Numeri da capogiro per la nuova Ducati Gp15

Ecco i numeri della nuova Ducati Desmosedici Gp15, presentata a Borgo Panigale da Andrea Dovizioso e e Andrea Iannone. Il motore è un 4 tempi, V4 a 90 gradi, raffreddato a liquido, distribuzione desmodromica evoluta con doppio albero a camme in testa, 4 valvole per cilindro. La cilindrata è quella regolamentare per la MotoGp: 1.000 cc. La potenza dichiarata è di oltre i 240 cavalli, mentre la Ducati si sbilancia per la velocità massima in oltre i 340 km/h.

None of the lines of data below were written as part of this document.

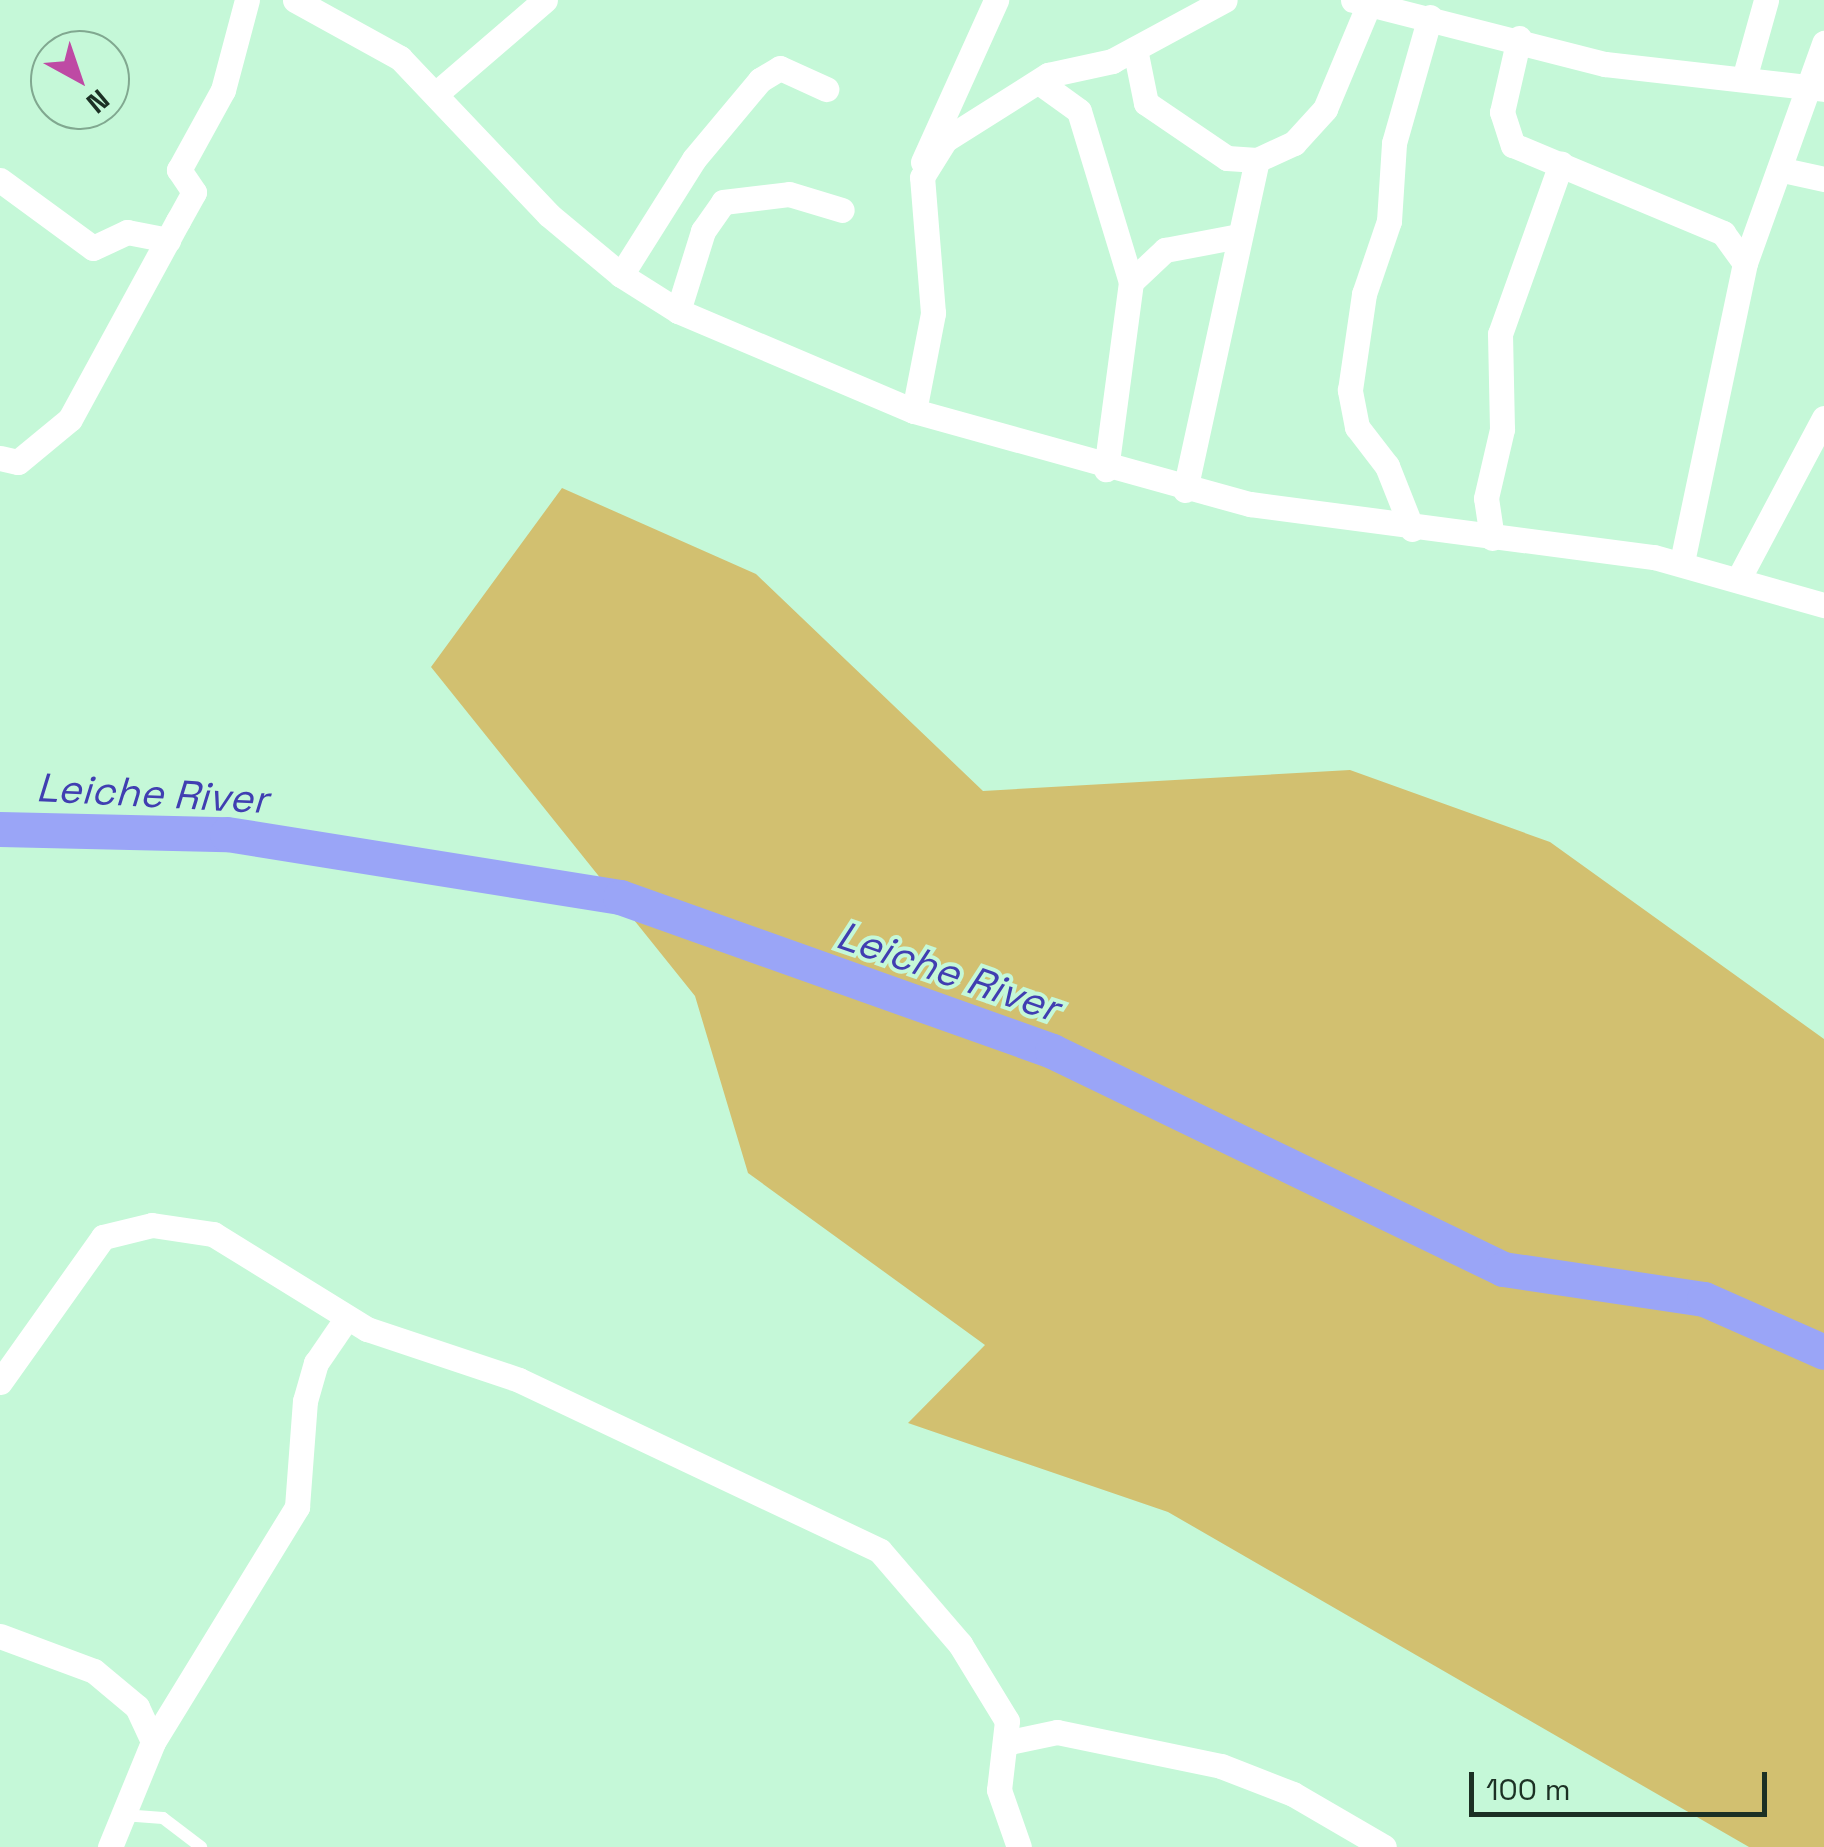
<!DOCTYPE html>
<html>
<head>
<meta charset="utf-8">
<style>
  body { margin:0 }
  #map { position:relative; width:1824px; height:1847px; overflow:hidden; background:#c5f8d8; font-family:"Space Grotesk",sans-serif }
  div>[style] { position:absolute }
  [style*='--x'] { left:calc(var(--x)*1px); top:calc(var(--y)*1px); width:calc(var(--w)*1px); rotate:calc(var(--a)*1deg) }
  .green>* { inset:0; background:#d2c070 }
  .river>* { height:35px; margin:-17.5px; padding:0 17.5px; transform-origin:17.5px; border-radius:17.5px; background:#9aa5f7 }
  .lane>* { height:12px; margin:-6px; padding:0 6px; transform-origin:6px; border-radius:6px; background:#fff }
  .street>* { height:25px; margin:-12.5px; padding:0 12.5px; transform-origin:12.5px; border-radius:12.5px; background:#fff }
  span { translate:-50% -50%; white-space:nowrap; text-align:center; line-height:1.15; -webkit-text-stroke:8px #c5f8d8; paint-order:stroke }
  .water-label { font-size:40px; color:#403eb1; font-style:italic }
  .north { position:absolute; left:30px; top:30px; width:100px; height:100px; box-sizing:border-box; background:#c5f8d8; border:2px solid #81a890; border-radius:50%; rotate:140deg; font-size:28px; font-weight:700; line-height:40px; text-align:center; color:#1c3024 }
  .north::after { content:''; display:block; margin:auto; width:35px; height:45px; background:#be4aa4; clip-path:polygon(50% 0,100% 100%,50% 72%,0 100%) }
  .scale { position:absolute; left:1469px; top:1772px; width:298px; height:45px; box-sizing:border-box; border:5px solid #1c3024; border-top:0; padding-left:12px; font-size:30px; line-height:35px; white-space:nowrap; color:#1c3024; -webkit-text-stroke:8px #c5f8d8; paint-order:stroke }
</style>
</head>
<body>
<div id="map">
  <div class="green">
    <div style="clip-path:polygon(562px 488px,756px 574px,983px 791px,1350px 770px,1550px 842px,1824px 1039px,1824px 1847px,1749px 1847px,1168px 1512px,908px 1423px,985px 1345px,748px 1173px,695px 996px,431px 667px)"></div>
  </div>
  <div class="river">
    <div style="--x:0;--y:829;--w:227;--a:1.3"></div>
    <div style="--x:227;--y:834;--w:398;--a:9.1"></div>
    <div style="--x:620;--y:897;--w:459;--a:19.6"></div>
    <div style="--x:1052;--y:1051;--w:501;--a:25.8"></div>
    <div style="--x:1503;--y:1269;--w:203;--a:8.5"></div>
    <div style="--x:1704;--y:1299;--w:131;--a:23.8"></div>
  </div>
  <div class="lane">
    <div style="--x:123;--y:1815;--w:40;--a:4.3"></div>
    <div style="--x:163;--y:1818;--w:48;--a:37.3"></div>
  </div>
  <div class="street">
    <div style="--x:295;--y:0;--w:120;--a:28.9"></div>
    <div style="--x:400;--y:58;--w:216;--a:46.5"></div>
    <div style="--x:549;--y:215;--w:94;--a:39.8"></div>
    <div style="--x:621;--y:275;--w:67;--a:32.3"></div>
    <div style="--x:678;--y:311;--w:256;--a:23"></div>
    <div style="--x:914;--y:411;--w:349;--a:15.5"></div>
    <div style="--x:1250;--y:504;--w:407;--a:7.5"></div>
    <div style="--x:1654;--y:557;--w:177;--a:15.8"></div>
    <div style="--x:1353;--y:0;--w:260;--a:14.3"></div>
    <div style="--x:1605;--y:64;--w:220;--a:6.5"></div>
    <div style="--x:1519;--y:38;--w:76;--a:102.9"></div>
    <div style="--x:1502;--y:112;--w:35;--a:72"></div>
    <div style="--x:1513;--y:145;--w:228;--a:22.7"></div>
    <div style="--x:1723;--y:233;--w:37;--a:54"></div>
    <div style="--x:1745;--y:263;--w:307;--a:101.9"></div>
    <div style="--x:1135;--y:49;--w:55;--a:78.5"></div>
    <div style="--x:1146;--y:103;--w:98;--a:34.2"></div>
    <div style="--x:1227;--y:158;--w:30;--a:4"></div>
    <div style="--x:1257;--y:160;--w:41;--a:-24.7"></div>
    <div style="--x:1294;--y:143;--w:46;--a:-47.6"></div>
    <div style="--x:1325;--y:109;--w:114;--a:-67.3"></div>
    <div style="--x:1744;--y:79;--w:82;--a:-74.4"></div>
    <div style="--x:1039;--y:82;--w:49;--a:35.9"></div>
    <div style="--x:1079;--y:111;--w:179;--a:73.1"></div>
    <div style="--x:1131;--y:282;--w:189;--a:97.6"></div>
    <div style="--x:438;--y:92;--w:141;--a:-40.7"></div>
    <div style="--x:923;--y:162;--w:178;--a:-65.7"></div>
    <div style="--x:1783;--y:170;--w:42;--a:12.4"></div>
    <div style="--x:0;--y:180;--w:115;--a:36.2"></div>
    <div style="--x:93;--y:248;--w:38;--a:-25"></div>
    <div style="--x:127;--y:232;--w:42;--a:11"></div>
    <div style="--x:1745;--y:263;--w:234;--a:-70.2"></div>
    <div style="--x:621;--y:275;--w:137;--a:-57.8"></div>
    <div style="--x:694;--y:159;--w:103;--a:-50.1"></div>
    <div style="--x:760;--y:80;--w:23;--a:-31"></div>
    <div style="--x:780;--y:68;--w:51;--a:24.5"></div>
    <div style="--x:1131;--y:282;--w:47;--a:-43.3"></div>
    <div style="--x:1165;--y:250;--w:75;--a:-10.7"></div>
    <div style="--x:678;--y:311;--w:84;--a:-72.6"></div>
    <div style="--x:703;--y:231;--w:35;--a:-55"></div>
    <div style="--x:723;--y:202;--w:66;--a:-6.9"></div>
    <div style="--x:789;--y:194;--w:55;--a:16.8"></div>
    <div style="--x:914;--y:411;--w:100;--a:-79"></div>
    <div style="--x:933;--y:313;--w:136;--a:-94.6"></div>
    <div style="--x:922;--y:177;--w:44;--a:-58.1"></div>
    <div style="--x:945;--y:140;--w:122;--a:-32.3"></div>
    <div style="--x:1048;--y:75;--w:66;--a:-12.3"></div>
    <div style="--x:1112;--y:61;--w:128;--a:-28.4"></div>
    <div style="--x:0;--y:458;--w:18;--a:13"></div>
    <div style="--x:18;--y:462;--w:67;--a:-39.6"></div>
    <div style="--x:70;--y:419;--w:226;--a:-61.4"></div>
    <div style="--x:178;--y:221;--w:33;--a:-61"></div>
    <div style="--x:194;--y:192;--w:27;--a:-124"></div>
    <div style="--x:179;--y:170;--w:91;--a:-61.2"></div>
    <div style="--x:223;--y:90;--w:93;--a:-75.1"></div>
    <div style="--x:1185;--y:490;--w:338;--a:-77.7"></div>
    <div style="--x:1412;--y:529;--w:68;--a:-111.6"></div>
    <div style="--x:1387;--y:466;--w:49;--a:-127.6"></div>
    <div style="--x:1357;--y:427;--w:38;--a:-101"></div>
    <div style="--x:1350;--y:390;--w:97;--a:-81.7"></div>
    <div style="--x:1364;--y:294;--w:77;--a:-71.1"></div>
    <div style="--x:1389;--y:221;--w:78;--a:-86.3"></div>
    <div style="--x:1394;--y:143;--w:131;--a:-74.1"></div>
    <div style="--x:1492;--y:538;--w:40;--a:-98.5"></div>
    <div style="--x:1486;--y:498;--w:71;--a:-76.9"></div>
    <div style="--x:1502;--y:429;--w:95;--a:-91.2"></div>
    <div style="--x:1500;--y:334;--w:181;--a:-70.3"></div>
    <div style="--x:1740;--y:576;--w:179;--a:-62"></div>
    <div style="--x:0;--y:1382;--w:178;--a:-54.6"></div>
    <div style="--x:103;--y:1237;--w:50;--a:-13.8"></div>
    <div style="--x:152;--y:1225;--w:62;--a:8.4"></div>
    <div style="--x:213;--y:1234;--w:181;--a:31.7"></div>
    <div style="--x:367;--y:1329;--w:160;--a:18.5"></div>
    <div style="--x:519;--y:1380;--w:399;--a:25.3"></div>
    <div style="--x:880;--y:1551;--w:123;--a:49.3"></div>
    <div style="--x:960;--y:1644;--w:90;--a:58.6"></div>
    <div style="--x:1007;--y:1721;--w:69;--a:96.6"></div>
    <div style="--x:999;--y:1790;--w:60;--a:70.7"></div>
    <div style="--x:0;--y:1636;--w:100;--a:20.4"></div>
    <div style="--x:94;--y:1671;--w:56;--a:39.9"></div>
    <div style="--x:137;--y:1707;--w:38;--a:65"></div>
    <div style="--x:1010;--y:1742;--w:48;--a:-12"></div>
    <div style="--x:1057;--y:1732;--w:167;--a:11.7"></div>
    <div style="--x:1221;--y:1766;--w:77;--a:21.3"></div>
    <div style="--x:1293;--y:1794;--w:105;--a:30.2"></div>
    <div style="--x:110;--y:1847;--w:113;--a:-67.7"></div>
    <div style="--x:153;--y:1742;--w:276;--a:-58.5"></div>
    <div style="--x:297;--y:1507;--w:106;--a:-85.7"></div>
    <div style="--x:305;--y:1401;--w:40;--a:-74"></div>
    <div style="--x:316;--y:1363;--w:53;--a:-55.7"></div>
  </div>
  <div class="water-label">
    <span style="left:152px;top:794px;rotate:3deg">Leiche River</span>
    <span style="left:948px;top:972px;rotate:19deg">Leiche River</span>
  </div>
  <div class="north">N</div>
  <div class="scale">100 m</div>
</div>
</body>
</html>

Per il reparto cambio e trasmissione la Gp15 adotta il Dst, ovvero Ducati seamless transmission, mentre la trasmissione finale è tradizionale a catena. L’alimentazione della Gp15 è composta da un sistema a iniezione elettronica con i quattro iniettori posti al di sopra dei corpi farfallati, mentre il gas è elettronico, denominato Evo 2 TCF (Throttle control & Feedback). Tre i dischi dell’impianto frenante, due anteriori in carbonio da 320 o 340 mm di diametro a seconda delle esigenze, e un disco posteriore in acciaio. Da atleta il peso: solo 158 kg a secco.